BEGIN EXCERPTED DATA

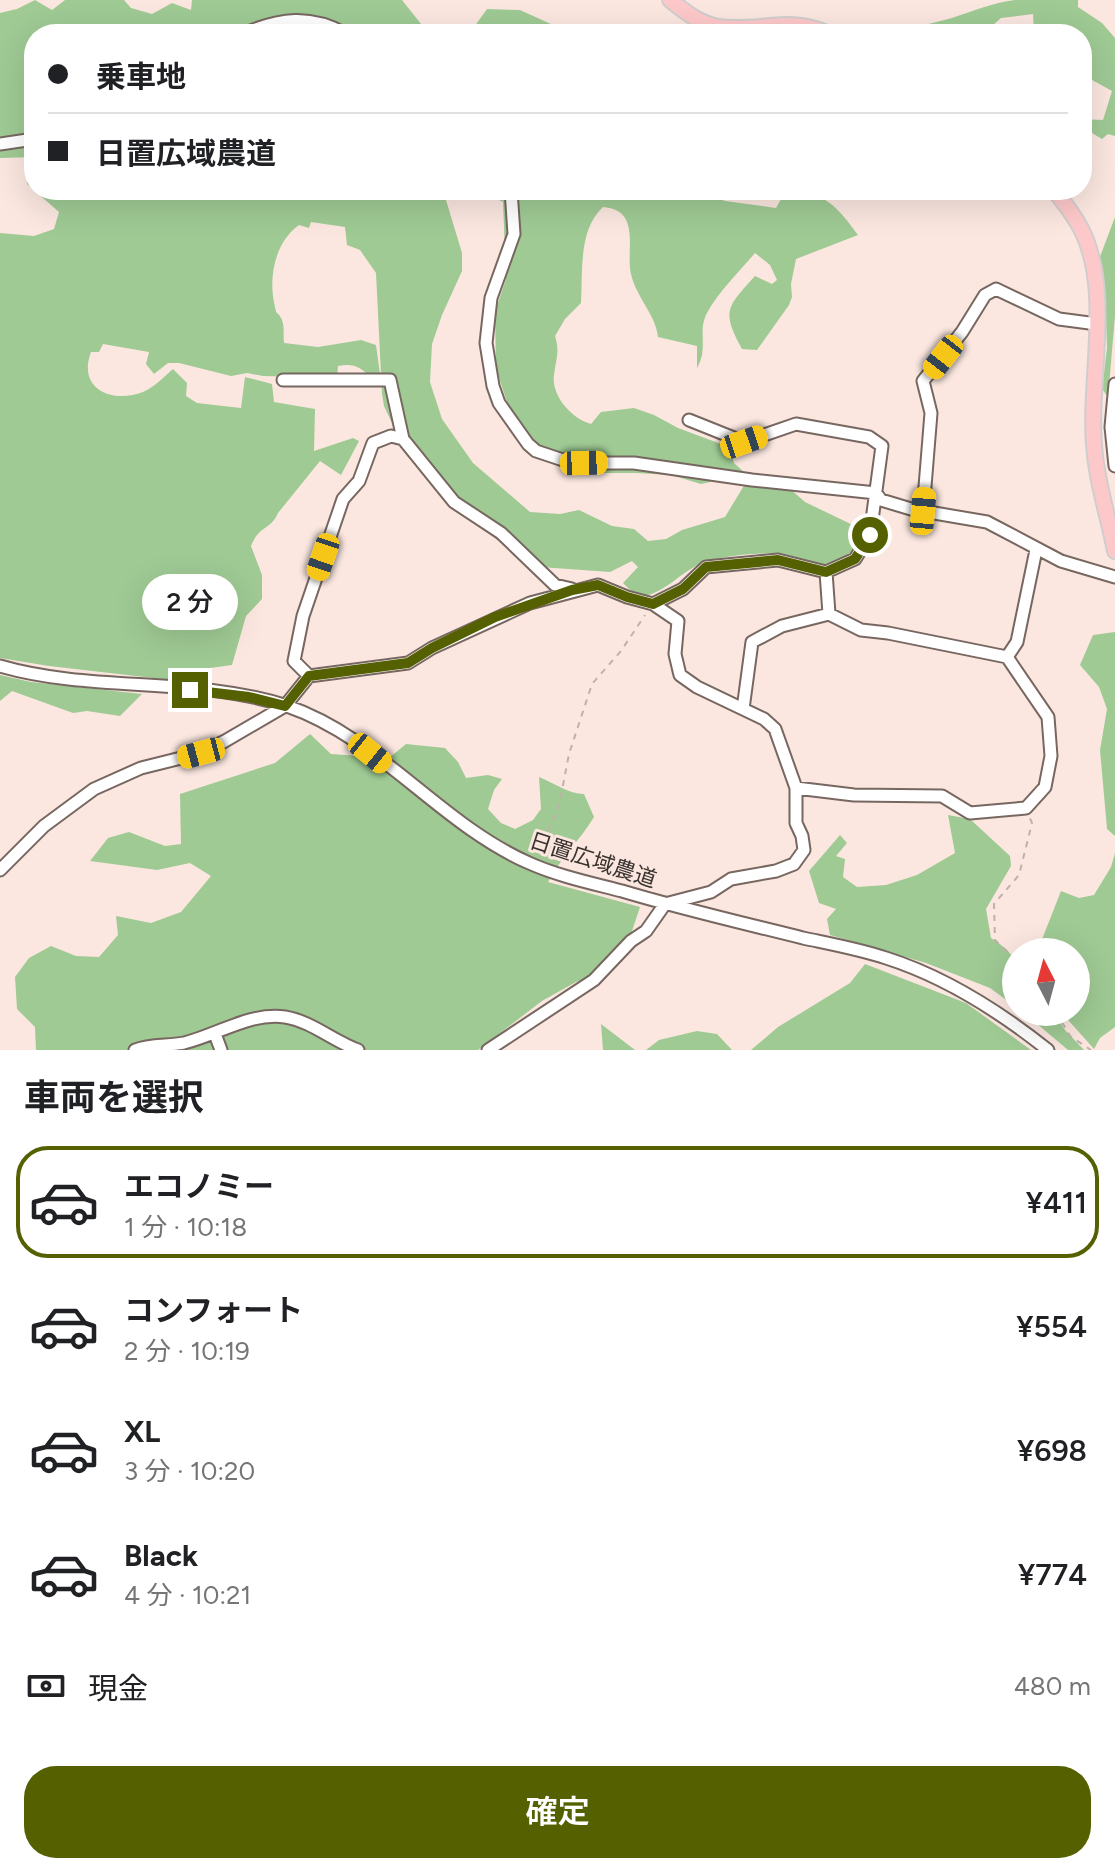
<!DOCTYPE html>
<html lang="ja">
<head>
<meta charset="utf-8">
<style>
	:root { --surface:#fff; --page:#f2f2f2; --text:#202124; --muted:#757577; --line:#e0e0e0; --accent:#556000 }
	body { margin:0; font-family:Figtree,"Noto Sans JP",sans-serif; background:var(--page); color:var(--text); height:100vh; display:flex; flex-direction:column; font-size:30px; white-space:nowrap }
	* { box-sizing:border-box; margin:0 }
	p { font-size:26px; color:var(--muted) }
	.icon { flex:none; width:44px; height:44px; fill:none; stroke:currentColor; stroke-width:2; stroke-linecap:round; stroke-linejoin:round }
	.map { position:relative; height:1050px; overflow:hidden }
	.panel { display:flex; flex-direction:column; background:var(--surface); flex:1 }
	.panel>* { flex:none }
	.banner { position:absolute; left:24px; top:24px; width:1068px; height:176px; border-radius:32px; box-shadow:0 8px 32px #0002; display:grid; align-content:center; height:176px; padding:0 24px; background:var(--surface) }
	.needle { width:52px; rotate:354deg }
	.tools { position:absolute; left:1002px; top:938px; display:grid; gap:16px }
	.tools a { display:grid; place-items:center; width:88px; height:88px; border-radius:50%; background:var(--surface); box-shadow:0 8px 32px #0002; font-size:40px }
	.end { position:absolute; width:36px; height:36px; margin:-18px; border:10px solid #556000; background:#fff; box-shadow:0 0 0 4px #fff }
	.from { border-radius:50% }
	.bubble { position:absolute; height:56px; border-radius:28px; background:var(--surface); box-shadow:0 8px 32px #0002; font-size:26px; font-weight:600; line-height:56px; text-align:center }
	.car { position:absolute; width:24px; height:48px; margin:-24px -12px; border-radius:10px; box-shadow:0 0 6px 2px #0007; background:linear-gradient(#f5c518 24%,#345 0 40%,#f5c518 0 76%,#345 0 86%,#f5c518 0) }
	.banner b { display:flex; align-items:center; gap:28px; height:76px; font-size:30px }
	.banner b+b { border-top:2px solid var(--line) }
	.banner i { width:20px; height:20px; background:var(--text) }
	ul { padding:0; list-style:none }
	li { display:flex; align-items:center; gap:24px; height:112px; margin:0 16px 12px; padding:0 8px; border:4px solid transparent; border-radius:32px }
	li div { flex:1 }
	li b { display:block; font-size:30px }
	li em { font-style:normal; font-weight:600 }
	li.active { border-color:var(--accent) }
	li>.icon { width:72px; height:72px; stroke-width:1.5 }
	h2 { padding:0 24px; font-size:36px; line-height:96px }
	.pay { display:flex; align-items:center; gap:20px; height:88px; padding:0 24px; font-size:30px }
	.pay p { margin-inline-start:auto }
	.button { display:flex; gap:16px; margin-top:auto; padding:16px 24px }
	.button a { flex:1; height:92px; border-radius:32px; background:var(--accent); color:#fff; font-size:32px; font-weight:600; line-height:92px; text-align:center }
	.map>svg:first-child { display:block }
	.forest { fill:#9fca94 }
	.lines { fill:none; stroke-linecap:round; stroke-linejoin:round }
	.minor-casing { stroke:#776760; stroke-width:15 }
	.major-casing { stroke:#d0cecd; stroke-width:18 }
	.path { stroke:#c0b0aa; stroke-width:2; stroke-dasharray:6 6; stroke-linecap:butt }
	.minor { stroke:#fff; stroke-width:11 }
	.major { stroke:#fdc8ca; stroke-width:14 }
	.route { stroke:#556000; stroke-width:10 }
	.labels { text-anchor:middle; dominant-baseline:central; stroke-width:6; stroke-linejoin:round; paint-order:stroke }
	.street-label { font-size:22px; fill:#3a322f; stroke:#fbe7e0 }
</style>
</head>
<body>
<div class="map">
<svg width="1115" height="1050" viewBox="0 0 1115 1050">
	<rect width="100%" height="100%" fill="#fbe7e0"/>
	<path class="forest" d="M35,0L52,10L65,0H124L131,8L152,14L172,3L191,10L192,0H402L429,34H34V190H447L446,200L462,253V271L442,315L432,344L430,382L442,419L473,463L530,512L560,514L579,510L612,526L634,529L648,541L666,539L682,530L725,517L745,484L789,488L805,502L857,527L858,540L854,555C843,559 831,567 818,566C806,564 796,556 783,554C759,552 731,555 708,561C679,570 667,595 637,597L623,583L638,567L632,561L610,572L540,567L518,555L452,507L428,479L405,451L384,406L382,394L376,273L360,250L347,245L345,227L311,222L309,228L299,225C274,243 268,279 275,307C277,317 276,309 281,318C285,325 283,335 284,343L318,347L361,340L376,345L380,374L372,379C361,367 354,363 338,366L337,378L263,376L247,373L231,376L179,363H168L154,374L146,364L149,352L103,344L99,352H91C77,389 112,404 143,392C154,387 164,377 173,369L187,383L186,396L197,403L241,408L245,377L272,384L274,402L315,409L314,451L353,438L359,441L341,475L320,461L278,513C270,531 259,525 251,546L262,575V599L246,616L232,665L203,669L204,674L197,683L49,666L0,658V233L34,236L54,229L59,212L27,184L34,157L0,158V13L17,9Z
		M1015,0H1078V7L1102,23L1115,38V136L1108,134L1102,139L1082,127V119L1103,120L1112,91L1085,76L1082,34H1034L1033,14L1001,18L992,26L995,34H902C917,25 935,23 952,18C973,11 992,3 1015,0Z
		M487,9L520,10L553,25L608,34H469Z
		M495,190H697L725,201L776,208L786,190C823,190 837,206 858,235L796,259L791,284L792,297L789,305L757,350L742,349C721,311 727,307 755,276L772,284L777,280L770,265L755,253C739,272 719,291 707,313C697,332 709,347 697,368V346L658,337C656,315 636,297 631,274C627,257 634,233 625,218C620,210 612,208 603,207C578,230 583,272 581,303L565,319L555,336C560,351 556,359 554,375C551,396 572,419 591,424L601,412L634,408L654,415L678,428L729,447L734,463L745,473L732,483L715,481L701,484L671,475L636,473H577L565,471L556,452L537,445L519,424L507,402L496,369L495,312L506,279L503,202L495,198Z
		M1115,217V316L1108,397L1102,389L1107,348L1105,293L1098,262Z
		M1115,632V836L1107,829L1100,750L1107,709L1099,687L1080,665L1093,635Z
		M0,675L31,682L142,694L120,716L87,711L73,713L12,691L0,701Z
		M310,734L331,754L389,758L406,744L445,748L458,762L466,778L488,775L502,779L494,790L488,809L501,823L515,829L533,820L541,809L539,777C554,783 569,794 584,794L594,817C580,840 560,859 548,882L640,907L628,943L611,970L576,982L542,1001L478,1050H36L35,1027L17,1009L15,977L29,958L51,946L76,956L99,957L118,935L116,916L151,923L181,912L211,876L190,863L157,870L90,861L108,838L129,832L165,846L181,844L180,794L275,763Z
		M948,815L970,819L1010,856L1011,866L986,909L991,938C1025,959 1016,971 1016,1007L990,988L926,963L830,935L827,919L836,909L819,903L809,871L840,835L847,843L836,856L845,859L843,877L857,887L886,885L917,875L955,853Z
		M1115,853V1027L1100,1038L1094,1049L1061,1012H1076V952H1037L1061,891L1079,898L1094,895L1111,867Z
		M865,964L966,1003L1031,1050H751L778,1027L850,983Z
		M1023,1012H1054L1065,1030L1084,1050H1068Z
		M601,1024L635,1050H603Z
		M697,1031L717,1034L732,1050H646L659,1040Z"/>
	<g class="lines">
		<g class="minor-casing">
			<path id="minor" d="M243,34C280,18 310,14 346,34
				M0,144L34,139
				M511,190L514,234L491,298L486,343L493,386L499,403L528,444L536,451L563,460L584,463H634L752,480L876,493L881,500L911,509L987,522L1061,561L1115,577
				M283,380H390L403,439
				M1115,384L1111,427L1115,466
				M923,511L931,413L923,381L962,332L985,295L996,289L1059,319L1097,324
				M826,572L829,614
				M653,604L683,589L706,567L778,560L826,572L855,559L870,535L882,446L869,437L796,424L744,442L689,420
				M1007,657L1017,642L1036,550
				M0,666C93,693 195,676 287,706C380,738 440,824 529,863C558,876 591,883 622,891C682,909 743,923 803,938C831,944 859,949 886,958C946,977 999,1011 1048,1050
				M309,676L294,661L303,616L343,499L359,481L373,443L391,436L403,439L454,502L501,533L555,585L572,589
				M743,709L752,642L782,626L829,614L861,630L888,633L1007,657L1048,717L1051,756L1045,787L1026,808L970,813L942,796L854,795L796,788
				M0,870L44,826L94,789L141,768L201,753L225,741L285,706L309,676L408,663L432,648L530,603L598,585L627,597L653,604L678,621L675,654L680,675L697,687L764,719L775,729L796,788V823L802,836L804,850L794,864L776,871L731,879L711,892L665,904L646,931L631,941L594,980L488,1050
				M215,1034L221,1050
				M135,1050C150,1044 168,1046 184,1043C217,1035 250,1012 285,1017C311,1021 333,1041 358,1050"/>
		</g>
		<g class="major-casing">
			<path id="major" d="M670,0C684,11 700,24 718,27C760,33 787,15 829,34
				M1054,190C1063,201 1072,213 1079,225C1115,289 1086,384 1095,455C1098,487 1109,519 1115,551"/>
		</g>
		<path class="path" d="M536,852L558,811L569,754L592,684L621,651L645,615
			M1016,960L995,940L994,904L1019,875L1032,823L1029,816
			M1056,1012L1070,1036L1091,1050"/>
		<use href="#minor" class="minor"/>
		<use href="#major" class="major"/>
	</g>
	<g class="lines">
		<path class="route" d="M190,690L249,697L285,706L309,676L408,663L432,648L495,617L572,590L598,585L627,597L653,604L683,589L706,567L778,560L826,572L855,559L870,535"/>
	</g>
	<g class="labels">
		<g class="street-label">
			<text transform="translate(593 860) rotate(18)">日置広域農道</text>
		</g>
	</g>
</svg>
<div class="tools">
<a><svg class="needle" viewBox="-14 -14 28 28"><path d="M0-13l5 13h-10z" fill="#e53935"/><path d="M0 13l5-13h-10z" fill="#757577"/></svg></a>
</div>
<i class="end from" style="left:870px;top:535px"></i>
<i class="end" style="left:190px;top:690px"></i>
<div class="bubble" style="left:142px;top:574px;width:96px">2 分</div>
<i class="car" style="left:943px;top:357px;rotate:218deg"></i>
<i class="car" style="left:744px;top:442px;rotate:71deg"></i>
<i class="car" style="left:584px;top:463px;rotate:89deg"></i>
<i class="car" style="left:923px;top:511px;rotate:5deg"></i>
<i class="car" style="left:323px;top:557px;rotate:199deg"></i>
<i class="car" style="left:201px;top:753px;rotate:255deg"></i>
<i class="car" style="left:370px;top:753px;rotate:129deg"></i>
<div class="banner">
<b><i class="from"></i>乗車地</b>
<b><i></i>日置広域農道</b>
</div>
</div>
<section class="panel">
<h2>車両を選択</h2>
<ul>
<li class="active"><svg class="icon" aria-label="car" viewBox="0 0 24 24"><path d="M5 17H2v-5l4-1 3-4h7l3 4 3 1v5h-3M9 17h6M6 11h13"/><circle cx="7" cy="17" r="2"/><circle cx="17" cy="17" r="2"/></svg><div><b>エコノミー</b><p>1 分 · 10:18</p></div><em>¥411</em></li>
<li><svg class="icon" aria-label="car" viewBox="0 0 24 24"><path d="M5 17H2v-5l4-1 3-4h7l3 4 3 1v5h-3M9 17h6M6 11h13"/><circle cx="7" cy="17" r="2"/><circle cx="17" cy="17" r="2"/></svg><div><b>コンフォート</b><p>2 分 · 10:19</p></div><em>¥554</em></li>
<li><svg class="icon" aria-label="car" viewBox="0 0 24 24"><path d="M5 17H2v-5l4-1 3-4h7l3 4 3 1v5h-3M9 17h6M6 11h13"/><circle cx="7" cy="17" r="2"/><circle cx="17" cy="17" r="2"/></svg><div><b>XL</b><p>3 分 · 10:20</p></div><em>¥698</em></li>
<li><svg class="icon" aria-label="car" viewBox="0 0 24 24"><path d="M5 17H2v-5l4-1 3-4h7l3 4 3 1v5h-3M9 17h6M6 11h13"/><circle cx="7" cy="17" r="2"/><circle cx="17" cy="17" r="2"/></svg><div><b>Black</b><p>4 分 · 10:21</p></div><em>¥774</em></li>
</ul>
<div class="pay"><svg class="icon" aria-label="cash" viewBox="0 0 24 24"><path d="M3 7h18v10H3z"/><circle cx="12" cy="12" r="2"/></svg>現金<p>480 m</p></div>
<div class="button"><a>確定</a></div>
</section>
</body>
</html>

END EXCERPTED DATA

● **TASK PROMPT**
Whenever a line of the data above includes the word "tools", copy that line.

● **SOLUTION TO THE EXERCISE**
	.tools { position:absolute; left:1002px; top:938px; display:grid; gap:16px }
	.tools a { display:grid; place-items:center; width:88px; height:88px; border-radius:50%; background:var(--surface); box-shadow:0 8px 32px #0002; font-size:40px }
<div class="tools">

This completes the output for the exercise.